A decision on which press regulation Royal Charter the Government will back was delayed yet further this week as the Privy Council referred the matter to a sub-committee for further consideration.
At a meeting of the Privy Council on Wednesday – attended by its president Nick Clegg, Chancellor George Osborne, education secretary Michael Gove and Lord McNally – it was confirmed that the sub-committee would consider the newspaper industry-backed charter and report back.
- March 2, 2018
- March 2, 2018
- March 2, 2018
Yesterday, the Department of Culture Media and Sport declined to answer any further questions about what happened at Wednesday's meeting.
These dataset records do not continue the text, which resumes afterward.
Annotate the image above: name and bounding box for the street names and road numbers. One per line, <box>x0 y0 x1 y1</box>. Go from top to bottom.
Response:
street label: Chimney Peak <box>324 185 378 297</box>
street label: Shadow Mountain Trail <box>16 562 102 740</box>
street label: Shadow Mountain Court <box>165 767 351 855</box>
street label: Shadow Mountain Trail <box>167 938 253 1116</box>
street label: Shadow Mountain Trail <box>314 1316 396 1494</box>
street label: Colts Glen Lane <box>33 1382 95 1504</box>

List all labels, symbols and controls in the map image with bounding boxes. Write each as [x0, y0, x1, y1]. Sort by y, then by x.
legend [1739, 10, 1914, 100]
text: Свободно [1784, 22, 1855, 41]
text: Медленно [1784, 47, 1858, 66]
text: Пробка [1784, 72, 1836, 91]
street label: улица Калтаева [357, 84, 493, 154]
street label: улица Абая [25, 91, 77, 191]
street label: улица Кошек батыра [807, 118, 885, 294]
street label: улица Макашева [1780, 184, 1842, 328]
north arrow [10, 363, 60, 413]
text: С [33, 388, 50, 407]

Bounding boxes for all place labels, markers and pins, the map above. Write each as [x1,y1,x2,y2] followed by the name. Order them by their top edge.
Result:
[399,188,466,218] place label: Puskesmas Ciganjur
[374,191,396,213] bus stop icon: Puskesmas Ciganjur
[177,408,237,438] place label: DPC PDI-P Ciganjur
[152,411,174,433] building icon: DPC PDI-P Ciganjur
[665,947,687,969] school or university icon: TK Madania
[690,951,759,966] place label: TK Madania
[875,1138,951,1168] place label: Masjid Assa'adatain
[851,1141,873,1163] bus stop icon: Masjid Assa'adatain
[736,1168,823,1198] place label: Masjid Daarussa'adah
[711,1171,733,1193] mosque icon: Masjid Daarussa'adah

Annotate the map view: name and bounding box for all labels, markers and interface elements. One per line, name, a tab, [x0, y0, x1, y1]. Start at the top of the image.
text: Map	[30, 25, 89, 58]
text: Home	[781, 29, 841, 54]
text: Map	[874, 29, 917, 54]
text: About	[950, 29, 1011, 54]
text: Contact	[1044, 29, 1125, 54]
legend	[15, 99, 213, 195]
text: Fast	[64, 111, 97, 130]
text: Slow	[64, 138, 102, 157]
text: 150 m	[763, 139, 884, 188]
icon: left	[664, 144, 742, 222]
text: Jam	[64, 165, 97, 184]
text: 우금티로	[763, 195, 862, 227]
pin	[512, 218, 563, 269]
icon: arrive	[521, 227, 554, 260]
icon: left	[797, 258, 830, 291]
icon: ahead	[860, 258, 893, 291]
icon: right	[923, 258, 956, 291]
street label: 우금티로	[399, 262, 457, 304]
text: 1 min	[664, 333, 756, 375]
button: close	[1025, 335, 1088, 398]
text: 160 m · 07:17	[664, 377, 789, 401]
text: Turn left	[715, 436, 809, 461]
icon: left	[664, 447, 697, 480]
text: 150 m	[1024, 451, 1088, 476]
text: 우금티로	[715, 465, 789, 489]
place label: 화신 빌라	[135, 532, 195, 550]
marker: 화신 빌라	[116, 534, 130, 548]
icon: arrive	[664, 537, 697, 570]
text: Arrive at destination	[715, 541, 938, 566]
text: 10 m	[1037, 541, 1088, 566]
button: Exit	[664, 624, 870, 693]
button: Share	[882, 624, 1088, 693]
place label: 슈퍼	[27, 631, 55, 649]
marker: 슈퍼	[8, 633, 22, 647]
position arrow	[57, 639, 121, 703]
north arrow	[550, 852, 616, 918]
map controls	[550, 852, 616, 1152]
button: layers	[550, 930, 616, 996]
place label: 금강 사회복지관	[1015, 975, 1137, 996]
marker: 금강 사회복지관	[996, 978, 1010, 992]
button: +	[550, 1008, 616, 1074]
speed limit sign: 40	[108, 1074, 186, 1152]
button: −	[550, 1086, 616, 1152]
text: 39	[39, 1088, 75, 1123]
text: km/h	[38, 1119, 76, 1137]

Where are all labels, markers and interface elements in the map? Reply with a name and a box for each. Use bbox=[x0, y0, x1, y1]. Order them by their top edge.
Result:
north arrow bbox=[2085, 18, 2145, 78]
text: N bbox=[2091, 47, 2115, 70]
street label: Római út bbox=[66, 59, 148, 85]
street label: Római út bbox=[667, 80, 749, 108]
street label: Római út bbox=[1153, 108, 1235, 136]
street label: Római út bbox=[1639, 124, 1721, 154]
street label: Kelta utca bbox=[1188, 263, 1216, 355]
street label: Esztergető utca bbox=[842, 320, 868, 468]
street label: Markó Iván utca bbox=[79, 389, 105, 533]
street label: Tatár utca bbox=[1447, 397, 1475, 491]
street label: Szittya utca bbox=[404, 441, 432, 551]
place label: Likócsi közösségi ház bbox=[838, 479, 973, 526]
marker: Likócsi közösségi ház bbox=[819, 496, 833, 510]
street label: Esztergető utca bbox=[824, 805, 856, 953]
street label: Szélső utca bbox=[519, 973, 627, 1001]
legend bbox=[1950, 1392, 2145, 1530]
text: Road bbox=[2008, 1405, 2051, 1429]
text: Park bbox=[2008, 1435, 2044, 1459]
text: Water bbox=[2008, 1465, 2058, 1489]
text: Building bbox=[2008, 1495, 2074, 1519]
The Privy Council comprises Government ministers and acts on the recommendation of the relevant Government department.
Speaking in the House of Lords Government spokesman Lord Gardiner of Kimble said that membership of the sub-committee would be announced "very shortly".
The Government has decided that the Pressbof press regulation Royal Charter formulated by the newspaper and magazine industry will be considered first by the Privy Council. It may then consider the Parliament-backed press regulation Royal Charter in the Autumn.
The Parliament-plan calls for a system which has greater independence from the press, which is set in stone via legislation and which includes a libel disputes mediation arm.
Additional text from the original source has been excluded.